A sorte é que não havia presunto em casa. Nisso a filha tinha conseguido vencer. Mal entrava em casa a desgraça embutida de porcaria. O queijo comprado na padaria uns dias atrás - não sem receio por ser um a granel com mais possibilidade de contato com o corona - figuraria como proteína. Proteína. Proteína. Que irritação essa preocupação. Para a mãe dois dias sem já dava brecha para o fantasma da anemia. Nem explicava mais que não era bem assim. Engraçado que a mãe nem pensou na carne no congelador. Ufa. Ela não estava com vontade ou era um respeito pelo paladar alheio? Quem teria que ter, pelo menos, nesse dia não seria a filha? Não seria ela que teria que cozinhar? Mas resolveu deixar quieto, já que a mãe levantou e foi procurar uma receita no celular.
Mulher moderna aos 80 anos pensou a filha sentada no chão depois de semanas sem fazer isso com medo da contaminação, mesmo o chão sendo limpo toda semana. Mesmo os sapatos ficando no capacho para fora da porta de entrada do apartamento. Não. Não era um dia normal de quarentena. Não. Não. Mas fazia yoga. Mas estendia um negócio no chão. E cuidava para colocar sempre do mesmo lado, não com um certo alívio da absolvição da pecha que porventura pudesse ter adquirido de neurótica.
Lembrou horrorizada de uma sessão de cinema – quando ainda se ia - em que havia levado uma mistura de castanhas com uvas passas para comer no intervalo para o debate.
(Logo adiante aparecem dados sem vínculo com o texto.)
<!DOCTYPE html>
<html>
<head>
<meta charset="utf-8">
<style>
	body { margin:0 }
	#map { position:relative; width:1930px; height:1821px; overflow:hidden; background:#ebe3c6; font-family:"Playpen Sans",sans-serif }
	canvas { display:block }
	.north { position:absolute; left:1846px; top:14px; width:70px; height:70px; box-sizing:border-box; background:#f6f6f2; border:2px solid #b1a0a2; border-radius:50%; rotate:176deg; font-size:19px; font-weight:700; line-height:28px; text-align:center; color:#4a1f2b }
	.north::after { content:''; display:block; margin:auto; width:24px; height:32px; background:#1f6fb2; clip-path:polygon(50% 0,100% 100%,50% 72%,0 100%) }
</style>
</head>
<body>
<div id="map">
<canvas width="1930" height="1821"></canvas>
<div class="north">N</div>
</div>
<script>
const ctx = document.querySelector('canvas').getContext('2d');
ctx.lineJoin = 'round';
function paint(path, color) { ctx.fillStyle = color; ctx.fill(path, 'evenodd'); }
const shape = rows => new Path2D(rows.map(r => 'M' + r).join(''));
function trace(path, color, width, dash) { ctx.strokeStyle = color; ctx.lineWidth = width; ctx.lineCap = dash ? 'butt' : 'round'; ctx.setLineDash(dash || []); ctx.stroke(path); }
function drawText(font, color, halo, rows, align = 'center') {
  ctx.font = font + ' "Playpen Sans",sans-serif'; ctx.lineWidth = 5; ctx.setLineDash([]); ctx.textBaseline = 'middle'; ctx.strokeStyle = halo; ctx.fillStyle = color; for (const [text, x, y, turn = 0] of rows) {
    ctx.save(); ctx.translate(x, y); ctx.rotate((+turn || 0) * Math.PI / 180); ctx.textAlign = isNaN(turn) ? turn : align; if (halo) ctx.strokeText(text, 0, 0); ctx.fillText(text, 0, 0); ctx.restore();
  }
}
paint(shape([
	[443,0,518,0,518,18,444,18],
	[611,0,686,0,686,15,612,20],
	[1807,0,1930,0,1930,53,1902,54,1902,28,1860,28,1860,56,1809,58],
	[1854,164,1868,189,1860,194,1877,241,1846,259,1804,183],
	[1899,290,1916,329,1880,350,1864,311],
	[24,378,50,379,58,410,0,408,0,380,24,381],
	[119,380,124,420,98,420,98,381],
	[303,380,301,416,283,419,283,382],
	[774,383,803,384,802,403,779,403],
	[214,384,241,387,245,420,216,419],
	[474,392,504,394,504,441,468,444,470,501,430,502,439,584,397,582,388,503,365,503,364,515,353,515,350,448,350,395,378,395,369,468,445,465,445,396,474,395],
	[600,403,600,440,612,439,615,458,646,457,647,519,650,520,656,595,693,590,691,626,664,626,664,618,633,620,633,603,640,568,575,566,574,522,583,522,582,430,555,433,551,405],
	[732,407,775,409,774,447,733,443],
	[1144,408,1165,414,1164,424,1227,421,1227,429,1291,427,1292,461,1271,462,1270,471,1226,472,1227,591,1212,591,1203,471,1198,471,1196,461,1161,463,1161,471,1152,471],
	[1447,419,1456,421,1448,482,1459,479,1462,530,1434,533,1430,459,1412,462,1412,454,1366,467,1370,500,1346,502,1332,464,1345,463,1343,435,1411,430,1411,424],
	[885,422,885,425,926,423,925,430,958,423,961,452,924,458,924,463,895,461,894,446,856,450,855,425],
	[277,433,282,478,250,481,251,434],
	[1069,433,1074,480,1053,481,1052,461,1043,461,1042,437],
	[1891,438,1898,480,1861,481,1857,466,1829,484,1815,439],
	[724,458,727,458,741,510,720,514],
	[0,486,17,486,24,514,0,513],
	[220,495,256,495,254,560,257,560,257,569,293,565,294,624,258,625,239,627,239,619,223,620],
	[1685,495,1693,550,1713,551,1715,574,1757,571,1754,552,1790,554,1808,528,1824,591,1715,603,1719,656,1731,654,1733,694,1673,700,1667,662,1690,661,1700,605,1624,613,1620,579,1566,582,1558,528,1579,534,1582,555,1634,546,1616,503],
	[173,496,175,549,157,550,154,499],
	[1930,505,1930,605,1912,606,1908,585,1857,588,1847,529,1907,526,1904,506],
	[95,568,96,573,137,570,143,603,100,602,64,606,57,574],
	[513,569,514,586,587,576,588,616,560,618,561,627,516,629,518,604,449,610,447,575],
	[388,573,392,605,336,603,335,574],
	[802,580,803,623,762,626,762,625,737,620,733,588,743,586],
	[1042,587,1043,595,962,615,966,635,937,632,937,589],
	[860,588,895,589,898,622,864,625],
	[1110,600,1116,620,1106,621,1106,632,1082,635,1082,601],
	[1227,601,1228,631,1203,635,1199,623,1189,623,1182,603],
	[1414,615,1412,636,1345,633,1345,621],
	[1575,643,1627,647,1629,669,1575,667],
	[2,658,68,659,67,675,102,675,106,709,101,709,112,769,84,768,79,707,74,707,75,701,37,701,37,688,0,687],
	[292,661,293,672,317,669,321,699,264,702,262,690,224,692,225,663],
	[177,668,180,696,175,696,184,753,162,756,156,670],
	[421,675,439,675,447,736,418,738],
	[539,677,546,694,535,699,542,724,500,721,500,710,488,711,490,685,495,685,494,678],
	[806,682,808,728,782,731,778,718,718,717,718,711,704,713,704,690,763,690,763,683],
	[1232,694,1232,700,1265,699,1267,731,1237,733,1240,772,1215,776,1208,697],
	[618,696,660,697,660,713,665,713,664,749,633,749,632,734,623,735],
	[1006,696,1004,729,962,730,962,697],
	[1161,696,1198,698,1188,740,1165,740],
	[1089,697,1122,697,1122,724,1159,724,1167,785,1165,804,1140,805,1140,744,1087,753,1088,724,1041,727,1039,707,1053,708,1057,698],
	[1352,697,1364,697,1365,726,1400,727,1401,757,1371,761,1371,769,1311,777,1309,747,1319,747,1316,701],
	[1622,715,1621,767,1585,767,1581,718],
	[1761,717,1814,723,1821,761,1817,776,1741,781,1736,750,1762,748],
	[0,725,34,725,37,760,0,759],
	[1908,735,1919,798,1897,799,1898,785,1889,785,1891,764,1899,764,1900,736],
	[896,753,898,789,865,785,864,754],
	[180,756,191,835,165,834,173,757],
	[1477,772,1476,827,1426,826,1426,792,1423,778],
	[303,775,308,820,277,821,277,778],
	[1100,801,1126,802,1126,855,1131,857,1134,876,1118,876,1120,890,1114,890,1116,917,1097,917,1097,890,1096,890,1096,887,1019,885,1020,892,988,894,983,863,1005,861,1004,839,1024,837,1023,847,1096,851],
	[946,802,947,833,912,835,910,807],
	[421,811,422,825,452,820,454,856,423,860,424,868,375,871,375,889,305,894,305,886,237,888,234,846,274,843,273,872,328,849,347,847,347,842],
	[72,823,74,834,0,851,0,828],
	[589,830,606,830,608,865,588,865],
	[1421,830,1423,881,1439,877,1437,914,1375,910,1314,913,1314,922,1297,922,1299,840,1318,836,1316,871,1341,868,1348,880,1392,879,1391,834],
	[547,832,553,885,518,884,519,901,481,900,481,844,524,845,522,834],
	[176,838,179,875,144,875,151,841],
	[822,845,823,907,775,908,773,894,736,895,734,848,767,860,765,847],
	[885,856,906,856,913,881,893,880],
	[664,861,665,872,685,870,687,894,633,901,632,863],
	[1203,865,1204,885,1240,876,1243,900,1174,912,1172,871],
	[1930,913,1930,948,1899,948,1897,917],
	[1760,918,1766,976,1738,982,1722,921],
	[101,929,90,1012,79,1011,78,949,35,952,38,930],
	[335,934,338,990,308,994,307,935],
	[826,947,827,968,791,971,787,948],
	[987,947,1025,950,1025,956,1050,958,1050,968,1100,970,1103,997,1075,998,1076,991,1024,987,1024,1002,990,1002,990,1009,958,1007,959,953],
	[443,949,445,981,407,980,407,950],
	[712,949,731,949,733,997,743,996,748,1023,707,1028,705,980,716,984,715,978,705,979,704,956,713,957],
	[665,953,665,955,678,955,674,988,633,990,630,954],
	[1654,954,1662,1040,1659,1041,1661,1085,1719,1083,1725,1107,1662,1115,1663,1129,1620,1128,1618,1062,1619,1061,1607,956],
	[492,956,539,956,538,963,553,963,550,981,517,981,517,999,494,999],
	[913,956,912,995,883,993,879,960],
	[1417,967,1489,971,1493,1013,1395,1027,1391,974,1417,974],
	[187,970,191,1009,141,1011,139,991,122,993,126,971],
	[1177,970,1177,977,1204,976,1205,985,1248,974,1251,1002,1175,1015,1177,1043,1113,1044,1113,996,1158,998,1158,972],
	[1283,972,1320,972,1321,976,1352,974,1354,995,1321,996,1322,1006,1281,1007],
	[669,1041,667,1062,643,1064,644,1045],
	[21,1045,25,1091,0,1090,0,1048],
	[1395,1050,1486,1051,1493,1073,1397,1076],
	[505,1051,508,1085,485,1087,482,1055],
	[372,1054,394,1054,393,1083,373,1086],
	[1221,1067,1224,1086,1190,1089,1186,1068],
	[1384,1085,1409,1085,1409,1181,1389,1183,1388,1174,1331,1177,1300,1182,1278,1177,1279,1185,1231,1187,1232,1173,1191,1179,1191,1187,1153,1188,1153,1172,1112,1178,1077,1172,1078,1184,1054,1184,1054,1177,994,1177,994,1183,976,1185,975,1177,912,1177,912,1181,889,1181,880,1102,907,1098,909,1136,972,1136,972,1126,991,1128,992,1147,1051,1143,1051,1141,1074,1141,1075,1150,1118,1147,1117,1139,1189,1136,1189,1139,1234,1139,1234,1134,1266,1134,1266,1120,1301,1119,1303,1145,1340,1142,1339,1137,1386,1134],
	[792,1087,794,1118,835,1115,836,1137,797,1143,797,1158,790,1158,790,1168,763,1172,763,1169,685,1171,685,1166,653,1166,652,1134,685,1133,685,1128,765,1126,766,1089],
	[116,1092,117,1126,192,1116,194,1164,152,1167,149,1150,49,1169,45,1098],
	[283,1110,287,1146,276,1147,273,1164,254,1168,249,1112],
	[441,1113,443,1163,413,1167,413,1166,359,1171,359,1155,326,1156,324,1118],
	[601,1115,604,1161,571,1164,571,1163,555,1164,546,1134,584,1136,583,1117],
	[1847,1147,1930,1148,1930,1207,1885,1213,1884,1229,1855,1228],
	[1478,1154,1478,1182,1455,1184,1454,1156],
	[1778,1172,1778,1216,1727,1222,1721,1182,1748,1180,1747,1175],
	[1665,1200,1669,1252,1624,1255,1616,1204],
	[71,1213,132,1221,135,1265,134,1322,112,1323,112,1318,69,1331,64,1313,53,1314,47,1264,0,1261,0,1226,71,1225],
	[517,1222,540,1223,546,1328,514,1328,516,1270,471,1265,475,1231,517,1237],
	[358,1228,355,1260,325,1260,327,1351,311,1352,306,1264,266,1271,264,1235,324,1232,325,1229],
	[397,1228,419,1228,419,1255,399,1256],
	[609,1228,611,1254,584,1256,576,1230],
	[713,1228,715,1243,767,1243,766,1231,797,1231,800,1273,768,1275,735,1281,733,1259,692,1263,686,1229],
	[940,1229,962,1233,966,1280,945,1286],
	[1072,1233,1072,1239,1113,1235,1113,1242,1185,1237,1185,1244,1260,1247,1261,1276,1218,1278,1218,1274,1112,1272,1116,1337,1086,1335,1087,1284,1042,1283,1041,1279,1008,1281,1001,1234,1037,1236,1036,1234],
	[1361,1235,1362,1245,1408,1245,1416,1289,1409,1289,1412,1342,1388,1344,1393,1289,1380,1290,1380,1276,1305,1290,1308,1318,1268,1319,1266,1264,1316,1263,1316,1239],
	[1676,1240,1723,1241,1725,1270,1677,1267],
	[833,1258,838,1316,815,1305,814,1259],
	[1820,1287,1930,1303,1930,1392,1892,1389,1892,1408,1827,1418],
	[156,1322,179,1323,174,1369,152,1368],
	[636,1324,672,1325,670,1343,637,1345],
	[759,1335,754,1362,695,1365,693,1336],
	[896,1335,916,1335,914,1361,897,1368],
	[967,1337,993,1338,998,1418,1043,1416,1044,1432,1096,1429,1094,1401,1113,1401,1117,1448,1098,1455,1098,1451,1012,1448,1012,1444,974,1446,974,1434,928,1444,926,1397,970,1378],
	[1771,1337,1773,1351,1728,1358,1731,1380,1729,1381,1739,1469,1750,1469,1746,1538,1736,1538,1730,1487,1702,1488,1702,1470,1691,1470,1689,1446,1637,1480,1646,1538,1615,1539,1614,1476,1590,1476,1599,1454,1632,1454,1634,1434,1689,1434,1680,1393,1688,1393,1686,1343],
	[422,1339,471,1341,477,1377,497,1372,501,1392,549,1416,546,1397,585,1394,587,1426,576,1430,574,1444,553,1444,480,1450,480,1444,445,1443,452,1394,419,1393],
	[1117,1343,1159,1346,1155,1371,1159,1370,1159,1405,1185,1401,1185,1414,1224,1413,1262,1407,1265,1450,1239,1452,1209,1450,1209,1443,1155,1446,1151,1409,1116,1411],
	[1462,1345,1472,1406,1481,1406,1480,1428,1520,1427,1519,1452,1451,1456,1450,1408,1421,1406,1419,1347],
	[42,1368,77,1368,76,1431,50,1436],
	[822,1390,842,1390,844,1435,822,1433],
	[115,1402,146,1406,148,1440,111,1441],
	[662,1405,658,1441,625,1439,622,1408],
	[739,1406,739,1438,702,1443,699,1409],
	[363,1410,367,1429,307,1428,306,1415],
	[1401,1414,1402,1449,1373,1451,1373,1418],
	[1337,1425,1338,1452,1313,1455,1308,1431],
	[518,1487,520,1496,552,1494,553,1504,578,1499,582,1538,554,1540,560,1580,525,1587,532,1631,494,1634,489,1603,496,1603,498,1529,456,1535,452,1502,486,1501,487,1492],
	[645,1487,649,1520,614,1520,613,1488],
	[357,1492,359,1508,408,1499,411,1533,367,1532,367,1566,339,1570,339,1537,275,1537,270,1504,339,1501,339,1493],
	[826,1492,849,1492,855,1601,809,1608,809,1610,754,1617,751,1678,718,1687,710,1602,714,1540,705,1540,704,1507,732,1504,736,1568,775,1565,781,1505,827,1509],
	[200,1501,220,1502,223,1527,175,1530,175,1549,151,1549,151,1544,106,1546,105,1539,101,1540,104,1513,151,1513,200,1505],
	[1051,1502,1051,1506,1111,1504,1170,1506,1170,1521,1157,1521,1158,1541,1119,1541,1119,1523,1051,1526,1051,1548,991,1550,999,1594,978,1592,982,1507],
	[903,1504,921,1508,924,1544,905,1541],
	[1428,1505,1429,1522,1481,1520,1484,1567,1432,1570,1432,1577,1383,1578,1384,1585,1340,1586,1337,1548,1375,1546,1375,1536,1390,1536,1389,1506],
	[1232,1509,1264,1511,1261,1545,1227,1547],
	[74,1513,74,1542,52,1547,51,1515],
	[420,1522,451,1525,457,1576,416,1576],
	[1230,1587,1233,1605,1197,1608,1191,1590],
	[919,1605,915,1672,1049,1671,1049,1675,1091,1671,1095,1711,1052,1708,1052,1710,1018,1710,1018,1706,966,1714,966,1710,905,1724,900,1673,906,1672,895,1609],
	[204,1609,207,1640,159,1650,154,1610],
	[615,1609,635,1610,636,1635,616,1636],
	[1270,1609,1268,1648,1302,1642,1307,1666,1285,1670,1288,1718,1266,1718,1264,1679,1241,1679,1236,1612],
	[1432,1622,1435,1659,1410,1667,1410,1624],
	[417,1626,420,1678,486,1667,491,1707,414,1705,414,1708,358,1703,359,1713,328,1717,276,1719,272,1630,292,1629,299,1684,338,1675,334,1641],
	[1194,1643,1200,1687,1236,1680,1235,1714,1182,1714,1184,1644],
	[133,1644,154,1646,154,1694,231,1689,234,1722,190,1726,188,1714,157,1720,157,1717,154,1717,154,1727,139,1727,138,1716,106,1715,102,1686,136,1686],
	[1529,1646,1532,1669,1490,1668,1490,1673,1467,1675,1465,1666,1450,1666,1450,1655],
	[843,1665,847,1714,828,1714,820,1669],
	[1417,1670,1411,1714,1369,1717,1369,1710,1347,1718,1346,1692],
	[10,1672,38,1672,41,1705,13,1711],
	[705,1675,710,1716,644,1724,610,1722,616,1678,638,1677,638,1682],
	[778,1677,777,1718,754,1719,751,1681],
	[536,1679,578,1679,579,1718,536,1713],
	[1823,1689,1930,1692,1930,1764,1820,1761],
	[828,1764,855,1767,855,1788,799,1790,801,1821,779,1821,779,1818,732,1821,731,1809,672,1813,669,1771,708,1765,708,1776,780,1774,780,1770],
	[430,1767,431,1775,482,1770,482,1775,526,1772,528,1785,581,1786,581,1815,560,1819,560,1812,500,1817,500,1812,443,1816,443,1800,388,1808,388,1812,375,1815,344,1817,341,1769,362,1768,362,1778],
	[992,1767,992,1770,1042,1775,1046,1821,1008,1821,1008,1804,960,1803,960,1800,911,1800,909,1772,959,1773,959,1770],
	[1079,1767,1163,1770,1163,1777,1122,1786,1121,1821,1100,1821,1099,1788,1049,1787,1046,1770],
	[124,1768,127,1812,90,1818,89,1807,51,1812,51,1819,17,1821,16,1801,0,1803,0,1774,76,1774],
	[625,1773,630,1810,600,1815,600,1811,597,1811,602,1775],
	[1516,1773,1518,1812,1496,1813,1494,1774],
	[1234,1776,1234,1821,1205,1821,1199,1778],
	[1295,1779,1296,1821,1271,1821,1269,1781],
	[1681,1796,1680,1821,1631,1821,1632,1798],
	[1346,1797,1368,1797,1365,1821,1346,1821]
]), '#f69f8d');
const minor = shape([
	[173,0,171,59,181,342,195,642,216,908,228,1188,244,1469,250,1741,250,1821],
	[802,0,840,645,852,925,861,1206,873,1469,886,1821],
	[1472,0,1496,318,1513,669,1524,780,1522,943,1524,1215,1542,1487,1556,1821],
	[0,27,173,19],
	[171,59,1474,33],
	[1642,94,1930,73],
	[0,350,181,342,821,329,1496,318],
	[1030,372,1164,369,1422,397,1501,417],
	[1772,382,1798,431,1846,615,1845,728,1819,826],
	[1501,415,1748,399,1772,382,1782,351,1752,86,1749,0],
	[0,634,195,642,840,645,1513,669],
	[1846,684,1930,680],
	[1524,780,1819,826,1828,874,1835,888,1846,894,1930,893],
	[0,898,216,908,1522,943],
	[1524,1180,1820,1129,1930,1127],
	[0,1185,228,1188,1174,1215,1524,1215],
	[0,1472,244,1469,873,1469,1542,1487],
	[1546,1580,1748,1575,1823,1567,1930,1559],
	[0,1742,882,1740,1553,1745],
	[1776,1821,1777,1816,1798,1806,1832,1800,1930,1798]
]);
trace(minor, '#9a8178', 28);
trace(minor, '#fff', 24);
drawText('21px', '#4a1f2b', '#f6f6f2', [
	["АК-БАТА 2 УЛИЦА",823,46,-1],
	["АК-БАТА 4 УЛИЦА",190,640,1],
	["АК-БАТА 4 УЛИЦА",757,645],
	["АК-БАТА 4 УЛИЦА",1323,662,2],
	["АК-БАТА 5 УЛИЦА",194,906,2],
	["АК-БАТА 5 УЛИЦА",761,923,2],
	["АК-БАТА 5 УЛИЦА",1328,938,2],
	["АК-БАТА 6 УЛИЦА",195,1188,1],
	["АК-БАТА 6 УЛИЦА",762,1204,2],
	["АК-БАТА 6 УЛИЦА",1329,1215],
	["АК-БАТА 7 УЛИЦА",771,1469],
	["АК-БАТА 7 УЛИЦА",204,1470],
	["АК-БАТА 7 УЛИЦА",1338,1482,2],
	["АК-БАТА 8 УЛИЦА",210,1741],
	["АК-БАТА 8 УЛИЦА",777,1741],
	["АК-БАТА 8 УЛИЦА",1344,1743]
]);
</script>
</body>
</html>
Faltavam uns minutos para começar e resolveu abastecer a ansiedade (porque às duas horas da tarde não poderia ser fome). Pegou o pacote desajeitadamente e viu uma parte das caras castanhas se derramarem no chão. Ai que droga. Ai que pena. A moça que vinha passando para se sentar na cadeira depois da dela, abaixou-se rapidamente e pegou. E não fez movimento de ir jogar no lixo. E pôs na boca. E mastigou sem nojo. Aqui é limpo, justificou-se. Se fosse num banheiro não faria. Ué, mas ela tinha acabado de vir do banheiro. Pensou em chamar a atenção, mas desistiu. Achou que essas coisas se fazem com criança. Nunca esqueceu. Em casa também pegava coisas do chão, de vez em quando. Não agora. Foi-se o tempo em que costumava dar uma copadinha ou uma levadinha rápida com água e mandar a ver. Em casa se tem a falsa sensação de proteção. Se não se tira o sapato, pior. No final era tudo igual. A imunidade até aqui tinha funcionado. O problema era que esse vírus era o dobro de assustador. Era muita gente no caixão até agora para facilitar.

Um "E daí?" continuava soando como filme de horror. Assustava mesmo. Nem era mais um arrepio de medo. Era um desespero contínuo. Temia a corona. Temia o presidente. Num dia normal de quarentena. Era isso que eles queriam: Instalar o terror. Mas, para ela acabava não funcionando. Tinha fervor revolucionário. O medo não paralisava. Estava pronta para luta nesse domingo que, pelo jeito, ia passar com fundo musical, protagonizando a vontade de ir para o caixão,sem resposta à pergunta inicial.